Monolepton production in SMEFT to $\mathcal O(1/\Lambda^4)$ and beyond

TL;DR

This paper computes monolepton production processes in SMEFT up to order 1/Λ^4, analyzing the impact of higher-dimensional operators and providing a framework to estimate effects from even higher dimensions.

Contribution

It introduces calculations of monolepton and dilepton production at order 1/Λ^4 in SMEFT, including contributions from dimension six and eight operators, and develops a general form for higher-dimensional contact terms.

Findings

Dominance of four-fermion contributions at high energies.

Quantitative comparison of 1/Λ^2 and 1/Λ^4 effects.
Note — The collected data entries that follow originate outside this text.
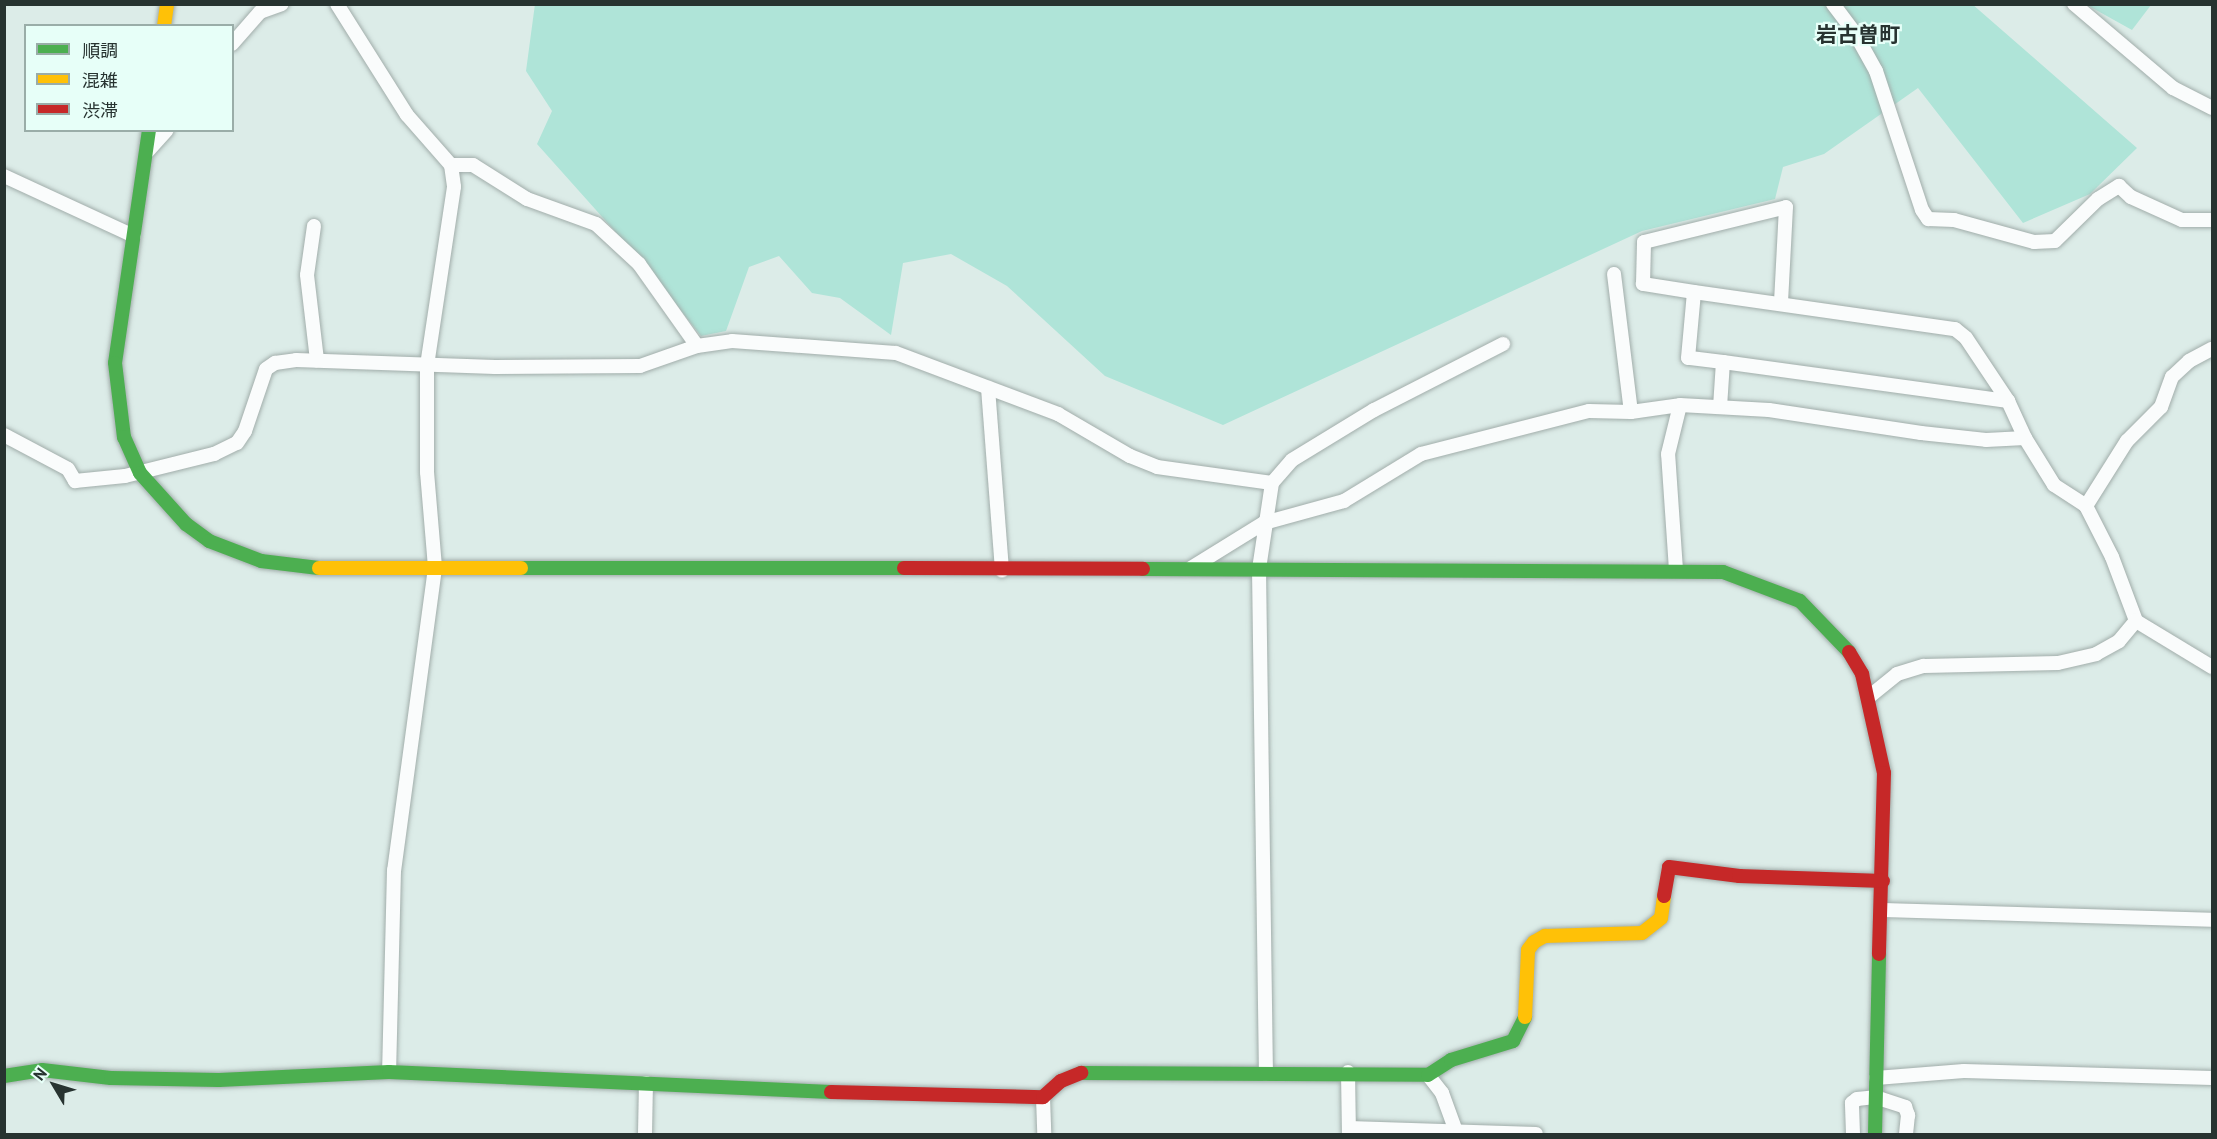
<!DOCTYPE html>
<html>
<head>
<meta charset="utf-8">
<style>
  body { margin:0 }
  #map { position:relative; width:2217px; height:1139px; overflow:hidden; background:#dcece8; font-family:"PT Sans","Noto Sans JP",sans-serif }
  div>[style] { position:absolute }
  .green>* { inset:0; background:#afe4d8 }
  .roads { filter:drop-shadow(0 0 2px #a1adaa) drop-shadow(0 0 2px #a1adaa) }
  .street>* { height:14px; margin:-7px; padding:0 7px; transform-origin:7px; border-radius:7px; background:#fafcfc }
  .fast>* { height:14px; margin:-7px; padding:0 7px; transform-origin:7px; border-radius:7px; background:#4caf50 }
  .slow>* { height:14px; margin:-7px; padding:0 7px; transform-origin:7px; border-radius:7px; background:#ffc107 }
  .jam>* { height:14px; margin:-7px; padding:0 7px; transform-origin:7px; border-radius:7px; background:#c62828 }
  span { translate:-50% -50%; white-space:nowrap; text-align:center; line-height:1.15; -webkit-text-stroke:4.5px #e7fff8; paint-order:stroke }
  .quarter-label { font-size:21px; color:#273330; font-weight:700 }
  .frame { position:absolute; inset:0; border:6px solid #273330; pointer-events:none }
  .legend { position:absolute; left:24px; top:24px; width:210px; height:108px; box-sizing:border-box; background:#e7fff8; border:2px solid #9aada8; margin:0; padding:8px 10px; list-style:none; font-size:18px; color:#273330 }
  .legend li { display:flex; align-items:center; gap:12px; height:30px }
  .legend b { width:30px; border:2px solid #9aada8 }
  .north { position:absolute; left:24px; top:1055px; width:60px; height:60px; -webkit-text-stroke:4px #e7fff8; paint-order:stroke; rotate:308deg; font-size:16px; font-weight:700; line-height:24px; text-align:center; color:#273330 }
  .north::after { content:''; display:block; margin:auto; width:21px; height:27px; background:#273330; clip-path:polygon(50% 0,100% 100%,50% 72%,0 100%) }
</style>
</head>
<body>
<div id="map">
  <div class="green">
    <i style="clip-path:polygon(535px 4px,1972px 4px,2137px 148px,2090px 194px,2023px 223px,1918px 88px,1824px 154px,1783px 167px,1775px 199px,1642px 231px,1223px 425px,1105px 376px,1007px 286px,951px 254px,903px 263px,891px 335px,840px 298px,812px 293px,779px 256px,749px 267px,726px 331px,701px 336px,646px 266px,537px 144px,552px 111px,526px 71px)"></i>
    <i style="clip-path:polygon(2087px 5px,2151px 5px,2132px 30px)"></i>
  </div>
  <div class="roads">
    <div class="street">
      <i style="left:337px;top:4px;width:131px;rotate:57.8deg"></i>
      <i style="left:407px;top:115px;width:67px;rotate:48.7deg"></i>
      <i style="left:451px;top:165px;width:22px;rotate:82deg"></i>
      <i style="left:454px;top:187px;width:180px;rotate:98.6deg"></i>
      <i style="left:427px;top:365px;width:107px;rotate:90deg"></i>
      <i style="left:427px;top:472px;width:96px;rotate:85.2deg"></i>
      <i style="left:435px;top:568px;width:305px;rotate:97.7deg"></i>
      <i style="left:394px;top:870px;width:202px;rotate:91.4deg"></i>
      <i style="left:1833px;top:4px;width:39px;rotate:53deg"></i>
      <i style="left:1856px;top:35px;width:41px;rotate:60.9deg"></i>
      <i style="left:1876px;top:71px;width:146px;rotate:71.7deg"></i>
      <i style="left:1922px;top:210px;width:11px;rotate:56deg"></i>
      <i style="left:1928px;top:219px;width:26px;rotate:2deg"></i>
      <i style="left:1954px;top:220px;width:83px;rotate:15.4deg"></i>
      <i style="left:2034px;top:242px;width:21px;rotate:-3deg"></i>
      <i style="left:2055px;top:241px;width:60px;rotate:-44.3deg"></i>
      <i style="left:2098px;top:199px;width:25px;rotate:-32deg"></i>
      <i style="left:2119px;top:186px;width:16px;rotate:43deg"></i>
      <i style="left:2131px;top:197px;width:56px;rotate:24.3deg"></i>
      <i style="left:2182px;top:220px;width:30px"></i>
      <i style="left:2074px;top:4px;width:130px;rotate:40.3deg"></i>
      <i style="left:2173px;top:88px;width:44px;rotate:27.1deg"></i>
      <i style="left:232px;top:44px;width:43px;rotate:-48.8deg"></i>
      <i style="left:260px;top:12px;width:23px;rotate:-20deg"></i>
      <i style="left:146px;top:153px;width:31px;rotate:-48deg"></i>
      <i style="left:451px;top:165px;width:22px"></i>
      <i style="left:473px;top:165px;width:64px;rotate:32.2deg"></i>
      <i style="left:527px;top:199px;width:73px;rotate:19.9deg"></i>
      <i style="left:596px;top:224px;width:59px;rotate:42.9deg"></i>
      <i style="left:639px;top:264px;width:100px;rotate:54.7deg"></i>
      <i style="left:4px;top:176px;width:143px;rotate:24.8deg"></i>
      <i style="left:314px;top:226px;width:49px;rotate:98.1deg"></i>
      <i style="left:307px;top:275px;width:86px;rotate:83.3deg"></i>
      <i style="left:1614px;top:274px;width:139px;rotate:83deg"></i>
      <i style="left:1694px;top:292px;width:52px;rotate:-171.1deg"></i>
      <i style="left:1643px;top:284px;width:42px;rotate:-88.6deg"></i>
      <i style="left:1644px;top:242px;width:146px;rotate:-13.8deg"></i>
      <i style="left:1786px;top:207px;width:95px;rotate:93deg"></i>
      <i style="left:1723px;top:362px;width:288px;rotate:7.8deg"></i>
      <i style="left:988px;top:388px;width:183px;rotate:85.6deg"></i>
      <i style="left:1720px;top:407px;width:45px;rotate:-86.2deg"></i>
      <i style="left:1723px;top:362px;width:35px;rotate:-173deg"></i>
      <i style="left:1688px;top:358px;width:66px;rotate:-84.8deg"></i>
      <i style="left:1694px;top:292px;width:264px;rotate:8.1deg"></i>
      <i style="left:1955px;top:329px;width:14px;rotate:39deg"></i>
      <i style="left:1966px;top:338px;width:76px;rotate:56.3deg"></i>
      <i style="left:2008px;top:401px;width:41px;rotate:65.3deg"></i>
      <i style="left:4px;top:435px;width:72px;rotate:28deg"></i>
      <i style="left:68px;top:469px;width:14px;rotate:60deg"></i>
      <i style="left:75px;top:481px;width:50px;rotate:-5.7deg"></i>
      <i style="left:125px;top:476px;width:92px;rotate:-13.9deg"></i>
      <i style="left:214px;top:454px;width:25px;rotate:-26deg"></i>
      <i style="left:237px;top:443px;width:14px;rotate:-56deg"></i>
      <i style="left:245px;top:431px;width:65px;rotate:-71.3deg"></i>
      <i style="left:266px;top:369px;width:11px;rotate:-34deg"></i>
      <i style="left:275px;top:363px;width:21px;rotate:-8deg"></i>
      <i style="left:296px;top:360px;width:199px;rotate:2deg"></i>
      <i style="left:495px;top:367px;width:145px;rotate:-0.4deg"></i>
      <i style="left:640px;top:366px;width:60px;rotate:-19.3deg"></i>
      <i style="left:697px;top:346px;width:35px;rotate:-8deg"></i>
      <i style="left:732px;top:341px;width:164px;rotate:4.2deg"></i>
      <i style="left:896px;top:353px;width:173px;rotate:20.6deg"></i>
      <i style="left:1058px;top:414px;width:83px;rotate:30.3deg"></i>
      <i style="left:1130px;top:456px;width:29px;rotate:22deg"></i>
      <i style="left:1157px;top:467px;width:116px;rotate:7.9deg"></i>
      <i style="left:1272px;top:483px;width:87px;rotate:98.6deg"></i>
      <i style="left:1259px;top:569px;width:505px;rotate:89.21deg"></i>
      <i style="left:1272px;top:483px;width:30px;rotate:-49deg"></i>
      <i style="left:1292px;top:460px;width:96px;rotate:-31.4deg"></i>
      <i style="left:1374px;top:410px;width:145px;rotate:-27.1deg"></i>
      <i style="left:2086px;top:506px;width:77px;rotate:-57.8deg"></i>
      <i style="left:2127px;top:441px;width:48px;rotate:-45deg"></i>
      <i style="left:2161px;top:407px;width:32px;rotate:-70deg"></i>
      <i style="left:2172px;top:377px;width:23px;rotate:-43deg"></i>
      <i style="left:2189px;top:361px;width:26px;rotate:-28deg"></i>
      <i style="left:1191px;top:568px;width:86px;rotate:-31.7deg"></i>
      <i style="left:1264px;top:523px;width:83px;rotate:-15.4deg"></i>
      <i style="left:1344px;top:501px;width:90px;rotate:-31.4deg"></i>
      <i style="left:1421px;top:454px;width:173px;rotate:-14.4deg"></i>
      <i style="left:1589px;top:411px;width:42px;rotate:1.4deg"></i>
      <i style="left:1631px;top:412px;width:49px;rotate:-8.1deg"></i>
      <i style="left:1680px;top:405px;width:89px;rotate:3.2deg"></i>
      <i style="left:1769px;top:410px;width:154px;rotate:8.6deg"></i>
      <i style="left:1921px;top:433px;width:65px;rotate:6.1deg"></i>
      <i style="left:1986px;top:440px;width:39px;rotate:-3deg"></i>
      <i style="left:2025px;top:438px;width:55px;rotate:58.3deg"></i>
      <i style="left:2054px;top:485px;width:38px;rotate:33deg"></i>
      <i style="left:2086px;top:506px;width:57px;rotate:63deg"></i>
      <i style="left:2112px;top:557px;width:68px;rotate:69.4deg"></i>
      <i style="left:2136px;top:621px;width:89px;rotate:31.2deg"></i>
      <i style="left:1676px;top:570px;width:116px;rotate:-93.9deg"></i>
      <i style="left:1668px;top:454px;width:50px;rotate:-76.2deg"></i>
      <i style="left:1870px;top:696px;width:35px;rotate:-39deg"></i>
      <i style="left:1897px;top:674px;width:28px;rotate:-17deg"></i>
      <i style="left:1924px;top:666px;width:134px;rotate:-1.3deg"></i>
      <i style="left:2058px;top:663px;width:39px;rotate:-13deg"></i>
      <i style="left:2096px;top:654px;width:26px;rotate:-29deg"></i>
      <i style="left:2119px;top:641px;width:26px;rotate:-50deg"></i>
      <i style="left:1882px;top:910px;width:330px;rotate:1.7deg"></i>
      <i style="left:1348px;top:1072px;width:62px;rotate:89.1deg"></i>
      <i style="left:1428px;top:1075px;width:23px;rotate:52deg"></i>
      <i style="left:1442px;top:1093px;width:44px;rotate:69.9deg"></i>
      <i style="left:1876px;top:1078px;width:88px;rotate:-4.5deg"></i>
      <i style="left:1964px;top:1071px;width:248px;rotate:1.6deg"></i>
      <i style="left:1043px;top:1097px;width:37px;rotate:88deg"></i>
      <i style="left:1349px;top:1128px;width:187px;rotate:1.8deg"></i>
      <i style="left:645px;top:1134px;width:51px;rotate:-88.9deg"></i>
      <i style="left:1853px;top:1134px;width:31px;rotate:-92deg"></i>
      <i style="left:1852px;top:1103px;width:6px;rotate:-39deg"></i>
      <i style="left:1857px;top:1099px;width:18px;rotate:-6deg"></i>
      <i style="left:1875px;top:1097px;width:32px;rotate:18deg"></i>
      <i style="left:1905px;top:1107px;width:9px;rotate:69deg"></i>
      <i style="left:1908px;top:1115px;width:19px;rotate:96deg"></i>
    </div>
    <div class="fast">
      <i style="left:149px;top:130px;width:235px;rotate:98.3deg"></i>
      <i style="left:115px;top:363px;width:75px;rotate:83.1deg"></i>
      <i style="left:124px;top:437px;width:39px;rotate:66deg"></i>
      <i style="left:140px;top:473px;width:69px;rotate:48deg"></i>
      <i style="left:186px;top:524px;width:29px;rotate:36deg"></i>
      <i style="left:209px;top:541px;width:56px;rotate:21deg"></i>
      <i style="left:261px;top:561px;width:58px;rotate:6.9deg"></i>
      <i style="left:521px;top:568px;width:383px"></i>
      <i style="left:1143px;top:569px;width:580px;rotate:0.3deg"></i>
      <i style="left:1723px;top:572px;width:82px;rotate:20.6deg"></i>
      <i style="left:1800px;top:601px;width:71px;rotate:46.1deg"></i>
      <i style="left:1081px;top:1073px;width:347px;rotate:0.3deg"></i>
      <i style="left:1428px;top:1075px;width:27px;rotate:-33deg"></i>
      <i style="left:1451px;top:1060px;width:65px;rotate:-17deg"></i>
      <i style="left:1513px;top:1041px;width:27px;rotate:-63deg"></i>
      <i style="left:4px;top:1076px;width:38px;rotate:-9deg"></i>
      <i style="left:42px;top:1070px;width:69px;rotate:6.6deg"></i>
      <i style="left:111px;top:1078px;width:108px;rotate:1.1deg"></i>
      <i style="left:219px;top:1080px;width:170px;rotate:-2.7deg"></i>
      <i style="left:389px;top:1072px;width:442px;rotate:2.6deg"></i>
      <i style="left:1875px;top:1134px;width:180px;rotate:-88.7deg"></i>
    </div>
    <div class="slow">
      <i style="left:164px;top:26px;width:22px;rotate:-82deg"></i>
      <i style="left:319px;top:568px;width:202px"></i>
      <i style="left:1525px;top:1017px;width:67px;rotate:-87.4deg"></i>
      <i style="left:1528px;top:950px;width:10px;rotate:-53deg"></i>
      <i style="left:1534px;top:942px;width:13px;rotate:-29deg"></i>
      <i style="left:1545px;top:936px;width:97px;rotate:-1.8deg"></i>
      <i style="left:1642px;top:933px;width:24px;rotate:-38deg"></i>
      <i style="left:1661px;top:918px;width:22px;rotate:-82deg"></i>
    </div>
    <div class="jam">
      <i style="left:904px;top:568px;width:239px;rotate:0.2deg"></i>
      <i style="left:1849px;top:652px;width:26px;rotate:59deg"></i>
      <i style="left:1862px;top:674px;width:101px;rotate:77.5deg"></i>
      <i style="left:1884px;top:773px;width:181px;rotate:91.6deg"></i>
      <i style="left:1664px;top:896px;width:29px;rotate:-80deg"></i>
      <i style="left:1669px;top:867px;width:71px;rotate:7.3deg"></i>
      <i style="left:1739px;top:876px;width:144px;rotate:2deg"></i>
      <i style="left:831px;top:1092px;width:212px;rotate:1.4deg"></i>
      <i style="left:1043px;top:1097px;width:24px;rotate:-42deg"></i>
      <i style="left:1061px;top:1081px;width:22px;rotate:-22deg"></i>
    </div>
  </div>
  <div class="quarter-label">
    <span style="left:1858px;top:35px">岩古曽町</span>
  </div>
  <div class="frame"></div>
  <ul class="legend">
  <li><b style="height:8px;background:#4caf50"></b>順調</li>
  <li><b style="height:8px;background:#ffc107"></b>混雑</li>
  <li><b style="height:8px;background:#c62828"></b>渋滞</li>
  </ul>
  <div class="north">N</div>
</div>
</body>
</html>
Framework for estimating higher-dimensional operator effects.

Abstract

We calculate $pp \to \ell^{+}\nu, \ell^-\bar \nu$ to ${\cal{O}}(1/\Lambda^4)$ within the Standard Model Effective Field Theory (SMEFT) framework. In particular, we calculate the four-fermion contribution from dimension six and eight operators, which dominates at large center of mass energy. We explore the relative size of the $\mathcal O(1/\Lambda^4)$ and $\mathcal O(1/\Lambda^2)$ results for various kinematic regimes and assumptions about the Wilson coefficients. Results for Drell-Yan production $pp \to \ell^+\ell^-$ at ${\cal{O}}(1/\Lambda^4)$ are also provided. Additionally, we develop the form for four fermion contact term contributions to $pp \to \ell^{+}\nu, \ell^-\bar \nu, pp \to \ell^+\ell^-$ of arbitrary mass dimension. This allows us to estimate the effects from even higher dimensional (dimension $> 8$) terms in the SMEFT framework.